Well, coasts have always been especially interesting things on atlases and globes. Here are two throwback methods for giving coastal areas a bit of offset contrast and a sense of depth and abrupt texture.
Coastal stippling helps land features rise off the map a bit, via a denser occurrence of pen-tip ink deposits near coasts, diminishing at distance.
Find the steps and resources to create this stipple effect here.
Another, technically similar but visually distinct, practice of (ancestral) cartographers is the humble water line. They create a dynamic sense of movement emanating from a coast, like the radially rippling surface of water when a pebble is tossed into it.

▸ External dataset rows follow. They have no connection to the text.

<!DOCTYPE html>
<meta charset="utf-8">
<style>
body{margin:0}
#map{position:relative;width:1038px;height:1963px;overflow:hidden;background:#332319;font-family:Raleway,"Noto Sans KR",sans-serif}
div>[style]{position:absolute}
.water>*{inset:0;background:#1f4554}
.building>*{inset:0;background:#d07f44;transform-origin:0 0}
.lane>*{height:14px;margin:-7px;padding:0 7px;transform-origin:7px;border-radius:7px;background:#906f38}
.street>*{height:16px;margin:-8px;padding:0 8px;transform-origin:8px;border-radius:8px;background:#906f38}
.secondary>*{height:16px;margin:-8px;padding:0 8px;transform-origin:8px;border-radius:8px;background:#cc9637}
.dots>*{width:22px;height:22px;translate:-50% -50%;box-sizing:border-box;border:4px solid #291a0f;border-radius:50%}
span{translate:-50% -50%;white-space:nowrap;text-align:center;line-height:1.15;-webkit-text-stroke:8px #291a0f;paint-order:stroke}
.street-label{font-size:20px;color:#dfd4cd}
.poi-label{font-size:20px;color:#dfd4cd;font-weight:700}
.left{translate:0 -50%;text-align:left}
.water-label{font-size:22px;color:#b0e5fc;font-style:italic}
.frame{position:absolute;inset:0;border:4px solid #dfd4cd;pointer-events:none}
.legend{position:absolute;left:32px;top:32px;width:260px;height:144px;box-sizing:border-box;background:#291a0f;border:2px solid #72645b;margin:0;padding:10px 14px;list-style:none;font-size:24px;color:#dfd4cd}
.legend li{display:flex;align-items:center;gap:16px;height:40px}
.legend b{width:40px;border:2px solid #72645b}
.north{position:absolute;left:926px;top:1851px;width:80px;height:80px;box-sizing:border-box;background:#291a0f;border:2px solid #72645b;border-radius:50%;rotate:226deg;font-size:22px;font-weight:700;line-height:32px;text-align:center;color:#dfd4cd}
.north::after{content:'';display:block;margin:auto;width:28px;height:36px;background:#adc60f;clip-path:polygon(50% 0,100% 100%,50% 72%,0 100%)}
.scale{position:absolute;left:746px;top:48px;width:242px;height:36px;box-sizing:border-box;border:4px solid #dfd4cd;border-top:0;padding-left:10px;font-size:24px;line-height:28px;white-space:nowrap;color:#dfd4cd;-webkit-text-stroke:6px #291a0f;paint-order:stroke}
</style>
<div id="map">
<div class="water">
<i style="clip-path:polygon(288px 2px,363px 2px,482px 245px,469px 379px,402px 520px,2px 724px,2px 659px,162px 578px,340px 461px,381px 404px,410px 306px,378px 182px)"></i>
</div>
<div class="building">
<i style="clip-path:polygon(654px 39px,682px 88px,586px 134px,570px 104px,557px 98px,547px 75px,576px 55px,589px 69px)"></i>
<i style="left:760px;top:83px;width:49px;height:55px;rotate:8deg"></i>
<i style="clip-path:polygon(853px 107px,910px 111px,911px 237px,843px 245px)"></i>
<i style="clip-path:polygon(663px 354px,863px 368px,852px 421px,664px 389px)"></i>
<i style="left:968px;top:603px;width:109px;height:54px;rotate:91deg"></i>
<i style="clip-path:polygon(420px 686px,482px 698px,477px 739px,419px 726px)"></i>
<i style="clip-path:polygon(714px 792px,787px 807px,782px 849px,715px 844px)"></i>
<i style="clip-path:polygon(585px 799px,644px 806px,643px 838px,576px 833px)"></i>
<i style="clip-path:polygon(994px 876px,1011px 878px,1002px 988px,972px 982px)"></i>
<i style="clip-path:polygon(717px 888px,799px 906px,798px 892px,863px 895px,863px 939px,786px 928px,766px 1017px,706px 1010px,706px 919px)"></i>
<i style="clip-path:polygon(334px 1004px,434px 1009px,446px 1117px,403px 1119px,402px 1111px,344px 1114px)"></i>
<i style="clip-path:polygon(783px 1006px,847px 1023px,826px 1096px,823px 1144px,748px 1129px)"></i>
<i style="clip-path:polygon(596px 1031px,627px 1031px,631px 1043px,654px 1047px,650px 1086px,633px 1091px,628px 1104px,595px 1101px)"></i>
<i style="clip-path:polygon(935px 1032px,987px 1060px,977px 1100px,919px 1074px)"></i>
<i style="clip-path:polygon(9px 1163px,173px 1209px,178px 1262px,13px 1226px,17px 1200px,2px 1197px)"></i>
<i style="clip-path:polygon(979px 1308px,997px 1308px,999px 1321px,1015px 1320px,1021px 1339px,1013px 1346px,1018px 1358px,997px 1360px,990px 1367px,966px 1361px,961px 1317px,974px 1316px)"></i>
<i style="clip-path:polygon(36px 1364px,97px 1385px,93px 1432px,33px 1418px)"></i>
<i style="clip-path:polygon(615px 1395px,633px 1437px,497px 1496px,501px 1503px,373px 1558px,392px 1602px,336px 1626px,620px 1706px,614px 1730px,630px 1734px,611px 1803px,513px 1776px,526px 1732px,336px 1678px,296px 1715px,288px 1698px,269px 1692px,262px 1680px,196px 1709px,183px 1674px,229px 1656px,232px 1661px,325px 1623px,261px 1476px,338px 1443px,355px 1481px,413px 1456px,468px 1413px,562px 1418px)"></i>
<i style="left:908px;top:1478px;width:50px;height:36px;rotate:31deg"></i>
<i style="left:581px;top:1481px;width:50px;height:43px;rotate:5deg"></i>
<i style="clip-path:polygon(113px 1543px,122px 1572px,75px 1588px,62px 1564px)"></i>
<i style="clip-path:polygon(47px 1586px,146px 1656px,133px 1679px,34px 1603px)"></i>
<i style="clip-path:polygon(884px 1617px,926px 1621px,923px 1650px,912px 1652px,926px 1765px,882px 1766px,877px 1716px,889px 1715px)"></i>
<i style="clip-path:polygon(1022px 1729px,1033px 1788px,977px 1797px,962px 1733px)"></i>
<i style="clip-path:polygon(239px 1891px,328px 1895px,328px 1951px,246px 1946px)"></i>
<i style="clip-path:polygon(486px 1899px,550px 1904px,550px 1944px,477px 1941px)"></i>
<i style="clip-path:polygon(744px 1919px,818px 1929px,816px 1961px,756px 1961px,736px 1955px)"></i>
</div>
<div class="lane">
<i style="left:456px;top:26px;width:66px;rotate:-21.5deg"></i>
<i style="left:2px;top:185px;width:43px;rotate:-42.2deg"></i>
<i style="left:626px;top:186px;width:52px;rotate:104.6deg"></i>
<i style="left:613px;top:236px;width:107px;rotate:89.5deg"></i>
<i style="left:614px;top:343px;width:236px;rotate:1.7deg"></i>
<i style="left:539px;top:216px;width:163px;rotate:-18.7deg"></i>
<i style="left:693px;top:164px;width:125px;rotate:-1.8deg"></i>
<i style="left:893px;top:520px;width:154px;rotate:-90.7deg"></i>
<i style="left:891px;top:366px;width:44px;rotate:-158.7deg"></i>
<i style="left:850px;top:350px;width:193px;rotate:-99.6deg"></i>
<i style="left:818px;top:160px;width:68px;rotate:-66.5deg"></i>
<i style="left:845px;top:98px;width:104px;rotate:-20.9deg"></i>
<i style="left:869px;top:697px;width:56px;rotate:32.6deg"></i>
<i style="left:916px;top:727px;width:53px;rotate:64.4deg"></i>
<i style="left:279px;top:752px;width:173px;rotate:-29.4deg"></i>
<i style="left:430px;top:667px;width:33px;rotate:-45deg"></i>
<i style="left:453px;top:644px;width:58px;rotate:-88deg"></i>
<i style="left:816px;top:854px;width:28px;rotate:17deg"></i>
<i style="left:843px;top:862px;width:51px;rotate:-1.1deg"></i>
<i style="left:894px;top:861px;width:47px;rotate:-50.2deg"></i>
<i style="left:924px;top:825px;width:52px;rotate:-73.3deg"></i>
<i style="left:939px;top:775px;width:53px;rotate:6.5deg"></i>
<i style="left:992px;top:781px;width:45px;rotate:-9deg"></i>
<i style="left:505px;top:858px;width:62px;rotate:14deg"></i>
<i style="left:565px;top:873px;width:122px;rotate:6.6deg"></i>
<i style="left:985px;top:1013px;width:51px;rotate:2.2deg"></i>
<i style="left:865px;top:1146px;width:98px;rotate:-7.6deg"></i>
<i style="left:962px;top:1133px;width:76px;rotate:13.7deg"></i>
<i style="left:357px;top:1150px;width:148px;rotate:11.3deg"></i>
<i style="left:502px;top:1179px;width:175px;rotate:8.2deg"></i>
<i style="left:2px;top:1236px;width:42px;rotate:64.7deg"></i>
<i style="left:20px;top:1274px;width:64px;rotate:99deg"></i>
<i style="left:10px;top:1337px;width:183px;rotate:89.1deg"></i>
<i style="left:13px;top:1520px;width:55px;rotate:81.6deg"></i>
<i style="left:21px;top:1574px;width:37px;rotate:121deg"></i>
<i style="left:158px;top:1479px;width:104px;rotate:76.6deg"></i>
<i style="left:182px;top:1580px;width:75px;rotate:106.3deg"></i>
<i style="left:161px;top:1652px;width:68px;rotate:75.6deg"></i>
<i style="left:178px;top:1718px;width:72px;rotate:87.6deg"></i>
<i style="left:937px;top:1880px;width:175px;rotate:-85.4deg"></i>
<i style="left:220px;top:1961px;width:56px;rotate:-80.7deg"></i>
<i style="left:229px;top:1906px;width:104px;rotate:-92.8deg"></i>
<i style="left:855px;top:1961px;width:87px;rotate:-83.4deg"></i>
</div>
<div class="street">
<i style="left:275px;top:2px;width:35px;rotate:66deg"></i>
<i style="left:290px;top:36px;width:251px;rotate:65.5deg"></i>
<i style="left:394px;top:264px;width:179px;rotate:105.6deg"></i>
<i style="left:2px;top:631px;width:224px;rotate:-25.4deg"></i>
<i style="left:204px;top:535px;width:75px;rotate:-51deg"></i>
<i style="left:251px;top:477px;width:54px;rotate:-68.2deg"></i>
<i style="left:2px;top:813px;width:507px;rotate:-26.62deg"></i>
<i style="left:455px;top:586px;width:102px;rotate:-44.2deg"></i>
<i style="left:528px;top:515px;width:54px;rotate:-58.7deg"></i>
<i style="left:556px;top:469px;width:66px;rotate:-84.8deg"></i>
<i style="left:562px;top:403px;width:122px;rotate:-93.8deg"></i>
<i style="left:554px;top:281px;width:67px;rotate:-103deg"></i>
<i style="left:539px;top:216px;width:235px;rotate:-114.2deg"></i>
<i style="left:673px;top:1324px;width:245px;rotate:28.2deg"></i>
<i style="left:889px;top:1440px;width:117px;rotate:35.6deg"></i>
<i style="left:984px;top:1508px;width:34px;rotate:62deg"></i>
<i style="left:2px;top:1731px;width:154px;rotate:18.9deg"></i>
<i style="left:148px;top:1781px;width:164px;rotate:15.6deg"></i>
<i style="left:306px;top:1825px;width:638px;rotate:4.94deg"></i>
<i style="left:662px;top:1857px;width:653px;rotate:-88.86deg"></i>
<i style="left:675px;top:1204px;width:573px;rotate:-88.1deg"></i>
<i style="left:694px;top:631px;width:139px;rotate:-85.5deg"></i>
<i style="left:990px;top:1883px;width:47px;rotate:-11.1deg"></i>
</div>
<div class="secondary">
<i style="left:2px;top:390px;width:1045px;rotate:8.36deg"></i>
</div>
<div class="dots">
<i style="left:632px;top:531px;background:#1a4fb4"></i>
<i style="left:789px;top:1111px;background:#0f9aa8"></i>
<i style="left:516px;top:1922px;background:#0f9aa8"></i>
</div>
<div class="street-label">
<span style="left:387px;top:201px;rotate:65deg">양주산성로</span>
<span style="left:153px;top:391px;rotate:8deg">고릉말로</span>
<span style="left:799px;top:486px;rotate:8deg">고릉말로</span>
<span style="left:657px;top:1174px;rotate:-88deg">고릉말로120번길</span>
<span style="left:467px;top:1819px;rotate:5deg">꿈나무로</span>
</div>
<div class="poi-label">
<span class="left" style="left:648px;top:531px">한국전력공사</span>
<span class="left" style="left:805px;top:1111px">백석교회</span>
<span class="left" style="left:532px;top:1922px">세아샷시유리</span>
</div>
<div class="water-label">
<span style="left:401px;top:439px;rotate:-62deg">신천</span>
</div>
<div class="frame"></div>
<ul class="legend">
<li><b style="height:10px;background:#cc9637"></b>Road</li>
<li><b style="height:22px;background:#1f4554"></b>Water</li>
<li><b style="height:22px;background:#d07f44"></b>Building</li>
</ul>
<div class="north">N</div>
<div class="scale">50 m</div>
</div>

Water lines were used extensively by 19th century cartographers but are relatively rare today (with the exception of Daniel Huffman).
What’s more, they have a sneaky dimensionality to them, when seen at a distance. The bodies of water appear to recede into a secondary plane and the map has a sense of depth. The rate at which these water lines increase in distance from thear coastal source has a big impact on the aesthetic. There is no wrong rate, but the effect of more or less distancing is interesting (and fun to play with). Here are some water lines in the Great Lakes, at a handful of offsets…
Find some steps and resources for creating this effect here.
I wonder why I like them so much? Sure there is the fun in trying to replicate the methods and results of cartographers past, but there is more to it. I think of these cartographic methods as analogous to a written narrative that avoids declarative statements simply telling the reader exactly what is happening and what is said by the characters, but rather describes the atmosphere and emotions swirling within any setting. The former has a dry prescriptive feel while the latter paints an environment in which a reader feels immersed. Anyway, it’s something I’m in to lately, and I’m happy I get to share them with you.